──────── Entries shown ────────

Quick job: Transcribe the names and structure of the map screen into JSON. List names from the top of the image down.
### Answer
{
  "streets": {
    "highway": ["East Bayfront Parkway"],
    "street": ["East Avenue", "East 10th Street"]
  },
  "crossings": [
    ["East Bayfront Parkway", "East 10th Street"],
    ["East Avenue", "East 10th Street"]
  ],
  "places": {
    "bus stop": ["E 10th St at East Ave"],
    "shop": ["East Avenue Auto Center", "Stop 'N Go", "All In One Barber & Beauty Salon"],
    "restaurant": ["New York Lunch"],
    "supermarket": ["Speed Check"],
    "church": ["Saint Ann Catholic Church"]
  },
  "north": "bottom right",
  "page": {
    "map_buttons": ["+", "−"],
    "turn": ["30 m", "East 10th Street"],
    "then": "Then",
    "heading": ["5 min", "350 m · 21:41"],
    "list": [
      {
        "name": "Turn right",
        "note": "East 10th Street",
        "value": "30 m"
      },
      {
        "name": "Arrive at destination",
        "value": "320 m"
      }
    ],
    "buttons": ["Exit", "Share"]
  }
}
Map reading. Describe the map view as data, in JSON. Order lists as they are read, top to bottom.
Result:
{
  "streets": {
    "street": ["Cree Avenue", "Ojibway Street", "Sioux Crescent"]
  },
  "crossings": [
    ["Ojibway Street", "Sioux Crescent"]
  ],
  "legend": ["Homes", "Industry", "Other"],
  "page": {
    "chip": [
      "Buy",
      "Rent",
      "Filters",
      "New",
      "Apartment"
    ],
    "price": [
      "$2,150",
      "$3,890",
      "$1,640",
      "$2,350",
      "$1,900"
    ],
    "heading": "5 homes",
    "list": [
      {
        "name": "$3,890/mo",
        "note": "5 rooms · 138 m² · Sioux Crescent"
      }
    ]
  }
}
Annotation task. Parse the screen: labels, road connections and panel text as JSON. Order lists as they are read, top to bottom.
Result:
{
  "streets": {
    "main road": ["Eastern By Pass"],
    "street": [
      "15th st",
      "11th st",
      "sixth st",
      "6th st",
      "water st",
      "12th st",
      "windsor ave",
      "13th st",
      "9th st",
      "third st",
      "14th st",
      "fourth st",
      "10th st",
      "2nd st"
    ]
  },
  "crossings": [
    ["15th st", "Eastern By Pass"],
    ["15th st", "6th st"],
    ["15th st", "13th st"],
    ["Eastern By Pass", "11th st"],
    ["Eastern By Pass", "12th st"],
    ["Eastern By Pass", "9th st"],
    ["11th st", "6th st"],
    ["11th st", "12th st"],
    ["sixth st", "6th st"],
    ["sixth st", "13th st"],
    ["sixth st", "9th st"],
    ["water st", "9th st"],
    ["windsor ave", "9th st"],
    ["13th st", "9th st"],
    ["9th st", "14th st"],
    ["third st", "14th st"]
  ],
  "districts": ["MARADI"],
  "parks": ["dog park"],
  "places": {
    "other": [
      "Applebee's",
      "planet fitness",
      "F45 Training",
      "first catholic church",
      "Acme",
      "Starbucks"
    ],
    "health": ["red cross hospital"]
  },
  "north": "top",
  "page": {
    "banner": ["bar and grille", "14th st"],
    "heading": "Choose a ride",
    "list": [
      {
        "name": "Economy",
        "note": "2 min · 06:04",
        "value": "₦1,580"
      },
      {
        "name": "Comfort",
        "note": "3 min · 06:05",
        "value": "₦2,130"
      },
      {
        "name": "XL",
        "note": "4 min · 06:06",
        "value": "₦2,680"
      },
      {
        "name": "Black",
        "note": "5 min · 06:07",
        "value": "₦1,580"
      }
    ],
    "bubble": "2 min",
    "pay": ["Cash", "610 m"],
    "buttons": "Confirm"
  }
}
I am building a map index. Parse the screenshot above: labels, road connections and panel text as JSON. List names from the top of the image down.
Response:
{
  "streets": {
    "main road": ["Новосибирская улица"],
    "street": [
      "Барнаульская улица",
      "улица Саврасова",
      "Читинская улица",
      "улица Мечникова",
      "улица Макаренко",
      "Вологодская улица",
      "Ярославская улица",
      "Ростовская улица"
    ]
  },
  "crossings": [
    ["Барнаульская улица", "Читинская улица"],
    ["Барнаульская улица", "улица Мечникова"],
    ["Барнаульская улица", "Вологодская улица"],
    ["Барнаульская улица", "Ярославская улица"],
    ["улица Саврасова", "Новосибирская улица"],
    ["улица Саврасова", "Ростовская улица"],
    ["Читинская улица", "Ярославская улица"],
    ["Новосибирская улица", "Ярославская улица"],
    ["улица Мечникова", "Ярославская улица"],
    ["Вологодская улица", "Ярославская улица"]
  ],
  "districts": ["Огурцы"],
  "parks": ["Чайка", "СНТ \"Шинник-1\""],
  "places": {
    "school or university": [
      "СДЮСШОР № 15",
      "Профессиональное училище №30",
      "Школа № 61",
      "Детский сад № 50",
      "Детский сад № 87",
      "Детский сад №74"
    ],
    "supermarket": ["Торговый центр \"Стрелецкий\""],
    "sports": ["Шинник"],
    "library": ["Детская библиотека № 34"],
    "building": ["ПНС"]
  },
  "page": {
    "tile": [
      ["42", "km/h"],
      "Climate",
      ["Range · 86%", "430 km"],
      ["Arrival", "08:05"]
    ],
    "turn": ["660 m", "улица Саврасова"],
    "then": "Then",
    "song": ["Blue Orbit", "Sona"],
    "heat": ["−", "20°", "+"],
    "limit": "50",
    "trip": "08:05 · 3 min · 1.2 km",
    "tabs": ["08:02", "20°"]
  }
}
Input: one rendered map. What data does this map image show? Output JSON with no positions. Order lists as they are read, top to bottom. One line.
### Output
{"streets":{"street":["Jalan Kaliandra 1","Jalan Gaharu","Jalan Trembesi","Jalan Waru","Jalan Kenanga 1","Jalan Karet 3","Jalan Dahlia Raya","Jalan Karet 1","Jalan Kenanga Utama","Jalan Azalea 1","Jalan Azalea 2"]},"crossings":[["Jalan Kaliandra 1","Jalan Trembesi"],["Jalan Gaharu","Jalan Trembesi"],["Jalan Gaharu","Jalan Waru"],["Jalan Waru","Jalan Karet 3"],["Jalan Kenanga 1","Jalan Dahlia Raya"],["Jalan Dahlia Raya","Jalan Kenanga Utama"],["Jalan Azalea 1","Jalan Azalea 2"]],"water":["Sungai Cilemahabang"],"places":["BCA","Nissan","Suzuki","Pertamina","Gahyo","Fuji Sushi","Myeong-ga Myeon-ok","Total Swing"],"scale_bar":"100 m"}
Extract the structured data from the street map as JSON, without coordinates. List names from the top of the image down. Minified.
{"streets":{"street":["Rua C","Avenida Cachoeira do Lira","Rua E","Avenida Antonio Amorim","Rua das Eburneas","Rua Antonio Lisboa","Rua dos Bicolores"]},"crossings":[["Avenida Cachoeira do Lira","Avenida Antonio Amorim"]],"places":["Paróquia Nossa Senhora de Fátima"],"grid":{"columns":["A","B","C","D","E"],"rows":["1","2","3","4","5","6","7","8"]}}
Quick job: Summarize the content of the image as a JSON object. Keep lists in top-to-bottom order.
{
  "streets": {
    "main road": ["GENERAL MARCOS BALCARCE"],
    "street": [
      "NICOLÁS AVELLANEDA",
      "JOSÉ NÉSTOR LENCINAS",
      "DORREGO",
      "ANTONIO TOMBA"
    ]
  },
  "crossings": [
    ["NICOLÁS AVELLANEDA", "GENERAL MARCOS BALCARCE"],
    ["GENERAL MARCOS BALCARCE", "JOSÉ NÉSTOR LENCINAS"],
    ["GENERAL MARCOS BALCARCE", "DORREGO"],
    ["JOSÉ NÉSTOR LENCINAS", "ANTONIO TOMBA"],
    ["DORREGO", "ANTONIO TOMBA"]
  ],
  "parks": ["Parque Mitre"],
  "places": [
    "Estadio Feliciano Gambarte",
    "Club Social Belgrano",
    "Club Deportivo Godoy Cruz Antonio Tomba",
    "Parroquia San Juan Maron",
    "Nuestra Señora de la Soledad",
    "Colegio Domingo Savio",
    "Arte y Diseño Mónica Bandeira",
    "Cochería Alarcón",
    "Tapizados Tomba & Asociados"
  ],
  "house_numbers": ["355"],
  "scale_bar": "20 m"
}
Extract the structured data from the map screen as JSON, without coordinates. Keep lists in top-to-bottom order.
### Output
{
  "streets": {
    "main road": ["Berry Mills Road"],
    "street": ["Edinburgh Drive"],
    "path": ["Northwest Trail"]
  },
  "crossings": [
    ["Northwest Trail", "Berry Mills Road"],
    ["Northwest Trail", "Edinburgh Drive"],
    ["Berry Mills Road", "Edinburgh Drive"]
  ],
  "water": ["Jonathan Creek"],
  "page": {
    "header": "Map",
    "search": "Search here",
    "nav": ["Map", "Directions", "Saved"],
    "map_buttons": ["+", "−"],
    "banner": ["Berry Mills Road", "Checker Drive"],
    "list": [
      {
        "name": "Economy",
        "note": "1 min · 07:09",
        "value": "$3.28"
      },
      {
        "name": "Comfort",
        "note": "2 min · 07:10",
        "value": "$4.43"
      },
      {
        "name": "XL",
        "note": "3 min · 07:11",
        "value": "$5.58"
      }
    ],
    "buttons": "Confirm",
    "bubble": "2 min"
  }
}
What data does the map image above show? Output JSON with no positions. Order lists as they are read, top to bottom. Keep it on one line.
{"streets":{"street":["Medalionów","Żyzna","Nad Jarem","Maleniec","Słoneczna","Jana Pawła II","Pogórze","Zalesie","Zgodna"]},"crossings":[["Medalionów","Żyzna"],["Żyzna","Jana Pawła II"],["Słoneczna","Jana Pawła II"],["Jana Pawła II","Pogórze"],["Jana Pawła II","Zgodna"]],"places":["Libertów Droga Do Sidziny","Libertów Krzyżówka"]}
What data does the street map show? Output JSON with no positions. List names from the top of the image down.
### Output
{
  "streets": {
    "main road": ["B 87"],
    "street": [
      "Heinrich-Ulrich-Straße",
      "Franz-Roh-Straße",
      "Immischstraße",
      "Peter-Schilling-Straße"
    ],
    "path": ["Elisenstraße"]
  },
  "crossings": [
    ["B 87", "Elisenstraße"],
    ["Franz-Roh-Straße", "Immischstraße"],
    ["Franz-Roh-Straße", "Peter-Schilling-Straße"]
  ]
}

────────

**Action item:** Copy out the lines above word for word, stopping after the line containing "Map reading. Describe".

**Task answer:**
Quick job: Transcribe the names and structure of the map screen into JSON. List names from the top of the image down.
### Answer
{
  "streets": {
    "highway": ["East Bayfront Parkway"],
    "street": ["East Avenue", "East 10th Street"]
  },
  "crossings": [
    ["East Bayfront Parkway", "East 10th Street"],
    ["East Avenue", "East 10th Street"]
  ],
  "places": {
    "bus stop": ["E 10th St at East Ave"],
    "shop": ["East Avenue Auto Center", "Stop 'N Go", "All In One Barber & Beauty Salon"],
    "restaurant": ["New York Lunch"],
    "supermarket": ["Speed Check"],
    "church": ["Saint Ann Catholic Church"]
  },
  "north": "bottom right",
  "page": {
    "map_buttons": ["+", "−"],
    "turn": ["30 m", "East 10th Street"],
    "then": "Then",
    "heading": ["5 min", "350 m · 21:41"],
    "list": [
      {
        "name": "Turn right",
        "note": "East 10th Street",
        "value": "30 m"
      },
      {
        "name": "Arrive at destination",
        "value": "320 m"
      }
    ],
    "buttons": ["Exit", "Share"]
  }
}
Map reading. Describe the map view as data, in JSON. Order lists as they are read, top to bottom.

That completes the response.